> [Available data]
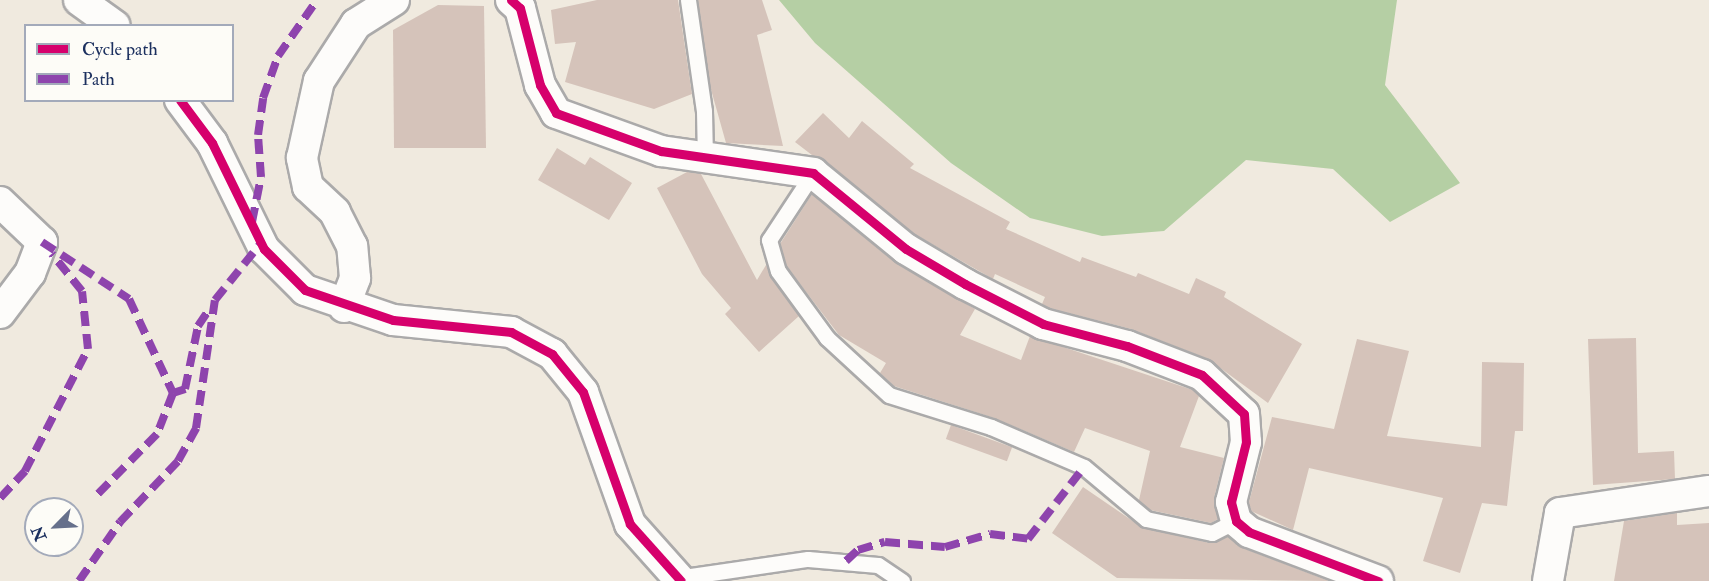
<!DOCTYPE html>
<style>
body{margin:0}
#map{position:relative;width:1709px;height:581px;overflow:hidden;background:#f0eadf;font-family:"IM FELL Double Pica",serif}
div>[style]{position:absolute}
[style*='--x']{left:calc(var(--x)*1px);top:calc(var(--y)*1px);width:calc(var(--w)*1px);rotate:calc(var(--a)*1deg)}
.forest>*{inset:0;background:#b5cfa4}
.building>*{inset:0;background:#d5c3ba;transform-origin:0 0}
.roads{filter:drop-shadow(2px 0 #abaaaa) drop-shadow(-2px 0 #abaaaa) drop-shadow(0 2px #abaaaa) drop-shadow(0 -2px #abaaaa)}
.lane>*{height:15px;margin:-7.5px;padding:0 7.5px;transform-origin:7.5px;border-radius:7.5px;background:#fdfcfa}
.street>*{height:30px;margin:-15px;padding:0 15px;transform-origin:15px;border-radius:15px;background:#fdfcfa}
.quiet>*{height:8px;margin-top:-4px;transform-origin:0;background:repeating-linear-gradient(90deg,#8e44ad 0 15px,transparent 0 23px)}
.cycleway>*{height:9px;margin:-4.5px;padding:0 4.5px;transform-origin:4.5px;border-radius:4.5px;background:#d6006c}
span{translate:-50% -50%;white-space:nowrap;text-align:center;line-height:1.15;-webkit-text-stroke:5px #fdfcf7;paint-order:stroke}
.legend{position:absolute;left:24px;top:24px;width:210px;height:78px;box-sizing:border-box;background:#fdfcf7;border:2px solid #a3aaba;margin:0;padding:8px 10px;list-style:none;font-size:18px;color:#1b2f5e}
.legend li{display:flex;align-items:center;gap:12px;height:30px}
.legend b{width:30px;border:2px solid #a3aaba}
.north{position:absolute;left:24px;top:497px;width:60px;height:60px;box-sizing:border-box;background:#fdfcf7;border:2px solid #a3aaba;border-radius:50%;rotate:246deg;font-size:16px;font-weight:700;line-height:24px;text-align:center;color:#1b2f5e}
.north::after{content:'';display:block;margin:auto;width:21px;height:27px;background:#66708b;clip-path:polygon(50% 0,100% 100%,50% 72%,0 100%)}
</style>
<div id="map">
<div class="forest">
<div style="clip-path:polygon(779px 0,1397px 0,1385px 85px,1460px 183px,1390px 222px,1333px 169px,1246px 160px,1164px 231px,1102px 236px,1030px 218px,951px 163px,815px 43px)"></div>
</div>
<div class="building">
<div style="clip-path:polygon(597px 0,678px 0,692px 94px,654px 109px,565px 82px,576px 42px,555px 44px,551px 10px)"></div>
<div style="clip-path:polygon(698px 0,762px 0,772px 30px,757px 35px,783px 146px,726px 143px,710px 86px)"></div>
<div style="clip-path:polygon(438px 5px,484px 6px,486px 148px,394px 148px,393px 30px)"></div>
<div style="clip-path:polygon(823px 113px,849px 138px,862px 121px,914px 164px,910px 168px,1010px 222px,1006px 229px,1080px 262px,1082px 257px,1136px 277px,1138px 273px,1189px 294px,1196px 278px,1226px 292px,1224px 297px,1302px 344px,1268px 403px,1208px 359px,1131px 329px,1049px 308px,1042px 304px,1045px 297px,995px 274px,993px 279px,916px 235px,795px 142px)"></div>
<div style="clip-path:polygon(557px 148px,585px 165px,590px 157px,632px 183px,609px 220px,538px 180px)"></div>
<div style="clip-path:polygon(687px 172px,701px 174px,757px 280px,766px 265px,799px 316px,759px 352px,725px 314px,731px 308px,702px 274px,657px 188px)"></div>
<div style="clip-path:polygon(812px 194px,895px 262px,975px 309px,960px 335px,1021px 360px,1030px 336px,1193px 390px,1199px 396px,1180px 447px,1224px 458px,1214px 498px,1218px 519px,1211px 523px,1150px 510px,1139px 500px,1150px 451px,1085px 428px,1074px 452px,994px 418px,894px 386px,880px 373px,886px 363px,839px 335px,787px 267px,780px 244px)"></div>
<div style="clip-path:polygon(1636px 338px,1638px 453px,1674px 451px,1675px 479px,1593px 485px,1588px 339px)"></div>
<div style="clip-path:polygon(1357px 339px,1409px 351px,1387px 436px,1481px 447px,1482px 362px,1524px 363px,1523px 431px,1515px 431px,1507px 506px,1482px 503px,1460px 573px,1423px 561px,1443px 498px,1309px 468px,1293px 530px,1251px 511px,1249px 502px,1272px 417px,1334px 429px)"></div>
<div style="left:951px;top:425px;width:65px;height:15px;rotate:20deg"></div>
<div style="clip-path:polygon(1083px 487px,1143px 528px,1210px 543px,1227px 536px,1243px 548px,1329px 581px,1117px 578px,1052px 533px)"></div>
<div style="clip-path:polygon(1677px 513px,1677px 525px,1709px 523px,1709px 581px,1614px 581px,1624px 521px)"></div>
</div>
<div class="roads">
<div class="lane">
<div style="--x:688;--y:0;--w:112;--a:81.8"></div>
<div style="--x:704;--y:111;--w:49;--a:88.8"></div>
<div style="--x:813;--y:173;--w:80;--a:123.3"></div>
<div style="--x:769;--y:240;--w:32;--a:74"></div>
<div style="--x:778;--y:271;--w:83;--a:53.8"></div>
<div style="--x:827;--y:338;--w:84;--a:42.6"></div>
<div style="--x:889;--y:395;--w:107;--a:17.4"></div>
<div style="--x:991;--y:427;--w:101;--a:23.3"></div>
<div style="--x:1084;--y:467;--w:81;--a:40"></div>
<div style="--x:1146;--y:519;--w:67;--a:12"></div>
<div style="--x:1212;--y:533;--w:27;--a:-27"></div>
<div style="--x:677;--y:578;--w:132;--a:-8.3"></div>
<div style="--x:808;--y:559;--w:70;--a:4.9"></div>
<div style="--x:878;--y:565;--w:29;--a:34"></div>
</div>
<div class="street">
<div style="--x:79;--y:0;--w:44;--a:35.8"></div>
<div style="--x:511;--y:0;--w:12;--a:42"></div>
<div style="--x:520;--y:8;--w:80;--a:75.4"></div>
<div style="--x:540;--y:85;--w:32;--a:60"></div>
<div style="--x:556;--y:113;--w:112;--a:19.9"></div>
<div style="--x:661;--y:151;--w:154;--a:8.2"></div>
<div style="--x:813;--y:173;--w:120;--a:39.3"></div>
<div style="--x:906;--y:249;--w:69;--a:30.7"></div>
<div style="--x:965;--y:284;--w:88;--a:27.1"></div>
<div style="--x:1043;--y:324;--w:87;--a:14.7"></div>
<div style="--x:1127;--y:346;--w:80;--a:21.1"></div>
<div style="--x:1202;--y:375;--w:57;--a:42.9"></div>
<div style="--x:1244;--y:414;--w:28;--a:86"></div>
<div style="--x:1246;--y:442;--w:62;--a:104"></div>
<div style="--x:1231;--y:502;--w:20;--a:75"></div>
<div style="--x:1236;--y:521;--w:17;--a:40"></div>
<div style="--x:1249;--y:532;--w:138;--a:20.8"></div>
<div style="--x:180;--y:100;--w:54;--a:53.3"></div>
<div style="--x:212;--y:143;--w:118;--a:63.9"></div>
<div style="--x:264;--y:249;--w:58;--a:45"></div>
<div style="--x:305;--y:290;--w:93;--a:18.8"></div>
<div style="--x:393;--y:320;--w:119;--a:5.8"></div>
<div style="--x:511;--y:332;--w:47;--a:28.2"></div>
<div style="--x:552;--y:354;--w:49;--a:50.8"></div>
<div style="--x:583;--y:392;--w:140;--a:70.4"></div>
<div style="--x:630;--y:524;--w:76;--a:48.2"></div>
<div style="--x:0;--y:202;--w:58;--a:43.6"></div>
<div style="--x:42;--y:242;--w:33;--a:111"></div>
<div style="--x:30;--y:273;--w:50;--a:126.9"></div>
<div style="--x:344;--y:307;--w:31;--a:-69"></div>
<div style="--x:355;--y:278;--w:32;--a:-95"></div>
<div style="--x:352;--y:246;--w:38;--a:-117"></div>
<div style="--x:335;--y:212;--w:37;--a:-137"></div>
<div style="--x:308;--y:187;--w:30;--a:-102"></div>
<div style="--x:302;--y:158;--w:79;--a:-77.6"></div>
<div style="--x:319;--y:81;--w:68;--a:-57"></div>
<div style="--x:356;--y:24;--w:45;--a:-32.3"></div>
<div style="--x:1548;--y:581;--w:69;--a:-80"></div>
<div style="--x:1560;--y:513;--w:151;--a:-8.4"></div>
</div>
</div>
<div class="quiet">
<div style="--x:252;--y:222;--w:46;--a:-78.7"></div>
<div style="--x:261;--y:177;--w:42;--a:-94.1"></div>
<div style="--x:258;--y:135;--w:37;--a:-82"></div>
<div style="--x:263;--y:98;--w:45;--a:-70.3"></div>
<div style="--x:278;--y:56;--w:68;--a:-55.1"></div>
<div style="--x:42;--y:242;--w:104;--a:33.2"></div>
<div style="--x:129;--y:299;--w:104;--a:64.9"></div>
<div style="--x:173;--y:393;--w:44;--a:111.3"></div>
<div style="--x:157;--y:434;--w:91;--a:134.6"></div>
<div style="--x:173;--y:393;--w:13;--a:-18"></div>
<div style="--x:185;--y:389;--w:64;--a:-78.3"></div>
<div style="--x:198;--y:326;--w:22;--a:-56"></div>
<div style="--x:0;--y:498;--w:37;--a:-47"></div>
<div style="--x:25;--y:471;--w:137;--a:-62.7"></div>
<div style="--x:88;--y:349;--w:58;--a:-95.9"></div>
<div style="--x:82;--y:291;--w:48;--a:-129"></div>
<div style="--x:846;--y:561;--w:16;--a:-43"></div>
<div style="--x:858;--y:550;--w:28;--a:-17"></div>
<div style="--x:885;--y:542;--w:60;--a:4.8"></div>
<div style="--x:945;--y:547;--w:47;--a:-16.1"></div>
<div style="--x:990;--y:534;--w:38;--a:7"></div>
<div style="--x:1028;--y:539;--w:91;--a:-52.1"></div>
<div style="--x:79;--y:581;--w:72;--a:-55.2"></div>
<div style="--x:120;--y:522;--w:84;--a:-46.4"></div>
<div style="--x:178;--y:461;--w:38;--a:-61"></div>
<div style="--x:196;--y:428;--w:129;--a:-81.6"></div>
<div style="--x:215;--y:300;--w:73;--a:-51.1"></div>
</div>
<div class="cycleway">
<div style="--x:511;--y:0;--w:12;--a:42"></div>
<div style="--x:520;--y:8;--w:80;--a:75.4"></div>
<div style="--x:540;--y:85;--w:32;--a:60"></div>
<div style="--x:556;--y:113;--w:112;--a:19.9"></div>
<div style="--x:661;--y:151;--w:154;--a:8.2"></div>
<div style="--x:813;--y:173;--w:120;--a:39.3"></div>
<div style="--x:906;--y:249;--w:69;--a:30.7"></div>
<div style="--x:965;--y:284;--w:88;--a:27.1"></div>
<div style="--x:1043;--y:324;--w:87;--a:14.7"></div>
<div style="--x:1127;--y:346;--w:80;--a:21.1"></div>
<div style="--x:1202;--y:375;--w:57;--a:42.9"></div>
<div style="--x:1244;--y:414;--w:28;--a:86"></div>
<div style="--x:1246;--y:442;--w:62;--a:104"></div>
<div style="--x:1231;--y:502;--w:20;--a:75"></div>
<div style="--x:1236;--y:521;--w:17;--a:40"></div>
<div style="--x:1249;--y:532;--w:138;--a:20.8"></div>
<div style="--x:180;--y:100;--w:54;--a:53.3"></div>
<div style="--x:212;--y:143;--w:118;--a:63.9"></div>
<div style="--x:264;--y:249;--w:58;--a:45"></div>
<div style="--x:305;--y:290;--w:93;--a:18.8"></div>
<div style="--x:393;--y:320;--w:119;--a:5.8"></div>
<div style="--x:511;--y:332;--w:47;--a:28.2"></div>
<div style="--x:552;--y:354;--w:49;--a:50.8"></div>
<div style="--x:583;--y:392;--w:140;--a:70.4"></div>
<div style="--x:630;--y:524;--w:76;--a:48.2"></div>
</div>
<ul class="legend">
<li><b style="height:8px;background:#d6006c"></b>Cycle path</li>
<li><b style="height:8px;background:#8e44ad"></b>Path</li>
</ul>
<div class="north">N</div>
</div>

> [Prompt]
Filter the entries down to the lines that include the string "cycleway".

> [Solution to this problem]
.cycleway>*{height:9px;margin:-4.5px;padding:0 4.5px;transform-origin:4.5px;border-radius:4.5px;background:#d6006c}
<div class="cycleway">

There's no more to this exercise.